#### Task goal
Below are some records; output all of them exactly as they read.

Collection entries
****************************************
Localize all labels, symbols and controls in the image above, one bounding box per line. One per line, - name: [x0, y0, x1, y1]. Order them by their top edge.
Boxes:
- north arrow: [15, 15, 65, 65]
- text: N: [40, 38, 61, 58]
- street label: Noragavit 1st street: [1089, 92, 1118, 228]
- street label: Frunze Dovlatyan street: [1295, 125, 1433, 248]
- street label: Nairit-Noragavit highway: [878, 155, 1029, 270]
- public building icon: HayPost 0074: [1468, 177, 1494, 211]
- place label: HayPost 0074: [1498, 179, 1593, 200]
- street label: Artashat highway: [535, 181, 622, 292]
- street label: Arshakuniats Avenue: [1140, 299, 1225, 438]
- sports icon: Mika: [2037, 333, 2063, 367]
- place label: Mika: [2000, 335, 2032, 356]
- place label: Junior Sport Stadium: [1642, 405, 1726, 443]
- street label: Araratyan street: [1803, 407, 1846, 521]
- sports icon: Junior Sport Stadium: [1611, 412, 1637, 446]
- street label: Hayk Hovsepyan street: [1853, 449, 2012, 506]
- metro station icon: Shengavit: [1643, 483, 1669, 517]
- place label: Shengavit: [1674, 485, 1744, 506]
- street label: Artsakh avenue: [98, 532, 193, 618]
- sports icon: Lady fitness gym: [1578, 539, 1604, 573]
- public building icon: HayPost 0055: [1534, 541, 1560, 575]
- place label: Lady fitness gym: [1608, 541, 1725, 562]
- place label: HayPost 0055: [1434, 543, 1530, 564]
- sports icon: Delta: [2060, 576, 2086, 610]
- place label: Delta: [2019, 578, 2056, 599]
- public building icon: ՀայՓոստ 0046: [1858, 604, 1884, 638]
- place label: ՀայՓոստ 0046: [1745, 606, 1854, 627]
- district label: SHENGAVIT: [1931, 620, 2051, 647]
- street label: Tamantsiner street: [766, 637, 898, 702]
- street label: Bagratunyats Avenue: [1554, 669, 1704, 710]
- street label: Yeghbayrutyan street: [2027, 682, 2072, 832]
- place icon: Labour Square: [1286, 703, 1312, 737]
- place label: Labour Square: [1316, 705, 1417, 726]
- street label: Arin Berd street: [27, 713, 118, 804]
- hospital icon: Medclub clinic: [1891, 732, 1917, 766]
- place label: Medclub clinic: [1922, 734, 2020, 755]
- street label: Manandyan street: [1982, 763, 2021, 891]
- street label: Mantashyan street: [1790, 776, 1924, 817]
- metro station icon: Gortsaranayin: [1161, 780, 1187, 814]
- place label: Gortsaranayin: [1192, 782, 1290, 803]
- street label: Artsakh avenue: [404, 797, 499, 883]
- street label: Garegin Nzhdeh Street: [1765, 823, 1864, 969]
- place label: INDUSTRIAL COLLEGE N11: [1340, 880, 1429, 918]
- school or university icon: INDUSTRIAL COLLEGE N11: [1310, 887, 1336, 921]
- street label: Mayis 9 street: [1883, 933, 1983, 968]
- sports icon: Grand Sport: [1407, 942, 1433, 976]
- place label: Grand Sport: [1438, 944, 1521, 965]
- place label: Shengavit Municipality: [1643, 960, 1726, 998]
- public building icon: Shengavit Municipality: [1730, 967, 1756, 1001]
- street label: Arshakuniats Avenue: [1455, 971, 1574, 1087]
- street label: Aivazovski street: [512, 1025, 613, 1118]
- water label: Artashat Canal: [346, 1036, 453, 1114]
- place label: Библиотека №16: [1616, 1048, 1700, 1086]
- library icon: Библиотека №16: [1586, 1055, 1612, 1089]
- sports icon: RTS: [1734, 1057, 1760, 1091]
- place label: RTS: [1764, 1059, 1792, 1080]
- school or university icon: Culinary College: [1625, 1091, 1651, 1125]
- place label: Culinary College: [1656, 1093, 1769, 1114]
****************************************
#### Reply
Localize all labels, symbols and controls in the image above, one bounding box per line. One per line, - name: [x0, y0, x1, y1]. Order them by their top edge.
Boxes:
- north arrow: [15, 15, 65, 65]
- text: N: [40, 38, 61, 58]
- street label: Noragavit 1st street: [1089, 92, 1118, 228]
- street label: Frunze Dovlatyan street: [1295, 125, 1433, 248]
- street label: Nairit-Noragavit highway: [878, 155, 1029, 270]
- public building icon: HayPost 0074: [1468, 177, 1494, 211]
- place label: HayPost 0074: [1498, 179, 1593, 200]
- street label: Artashat highway: [535, 181, 622, 292]
- street label: Arshakuniats Avenue: [1140, 299, 1225, 438]
- sports icon: Mika: [2037, 333, 2063, 367]
- place label: Mika: [2000, 335, 2032, 356]
- place label: Junior Sport Stadium: [1642, 405, 1726, 443]
- street label: Araratyan street: [1803, 407, 1846, 521]
- sports icon: Junior Sport Stadium: [1611, 412, 1637, 446]
- street label: Hayk Hovsepyan street: [1853, 449, 2012, 506]
- metro station icon: Shengavit: [1643, 483, 1669, 517]
- place label: Shengavit: [1674, 485, 1744, 506]
- street label: Artsakh avenue: [98, 532, 193, 618]
- sports icon: Lady fitness gym: [1578, 539, 1604, 573]
- public building icon: HayPost 0055: [1534, 541, 1560, 575]
- place label: Lady fitness gym: [1608, 541, 1725, 562]
- place label: HayPost 0055: [1434, 543, 1530, 564]
- sports icon: Delta: [2060, 576, 2086, 610]
- place label: Delta: [2019, 578, 2056, 599]
- public building icon: ՀայՓոստ 0046: [1858, 604, 1884, 638]
- place label: ՀայՓոստ 0046: [1745, 606, 1854, 627]
- district label: SHENGAVIT: [1931, 620, 2051, 647]
- street label: Tamantsiner street: [766, 637, 898, 702]
- street label: Bagratunyats Avenue: [1554, 669, 1704, 710]
- street label: Yeghbayrutyan street: [2027, 682, 2072, 832]
- place icon: Labour Square: [1286, 703, 1312, 737]
- place label: Labour Square: [1316, 705, 1417, 726]
- street label: Arin Berd street: [27, 713, 118, 804]
- hospital icon: Medclub clinic: [1891, 732, 1917, 766]
- place label: Medclub clinic: [1922, 734, 2020, 755]
- street label: Manandyan street: [1982, 763, 2021, 891]
- street label: Mantashyan street: [1790, 776, 1924, 817]
- metro station icon: Gortsaranayin: [1161, 780, 1187, 814]
- place label: Gortsaranayin: [1192, 782, 1290, 803]
- street label: Artsakh avenue: [404, 797, 499, 883]
- street label: Garegin Nzhdeh Street: [1765, 823, 1864, 969]
- place label: INDUSTRIAL COLLEGE N11: [1340, 880, 1429, 918]
- school or university icon: INDUSTRIAL COLLEGE N11: [1310, 887, 1336, 921]
- street label: Mayis 9 street: [1883, 933, 1983, 968]
- sports icon: Grand Sport: [1407, 942, 1433, 976]
- place label: Grand Sport: [1438, 944, 1521, 965]
- place label: Shengavit Municipality: [1643, 960, 1726, 998]
- public building icon: Shengavit Municipality: [1730, 967, 1756, 1001]
- street label: Arshakuniats Avenue: [1455, 971, 1574, 1087]
- street label: Aivazovski street: [512, 1025, 613, 1118]
- water label: Artashat Canal: [346, 1036, 453, 1114]
- place label: Библиотека №16: [1616, 1048, 1700, 1086]
- library icon: Библиотека №16: [1586, 1055, 1612, 1089]
- sports icon: RTS: [1734, 1057, 1760, 1091]
- place label: RTS: [1764, 1059, 1792, 1080]
- school or university icon: Culinary College: [1625, 1091, 1651, 1125]
- place label: Culinary College: [1656, 1093, 1769, 1114]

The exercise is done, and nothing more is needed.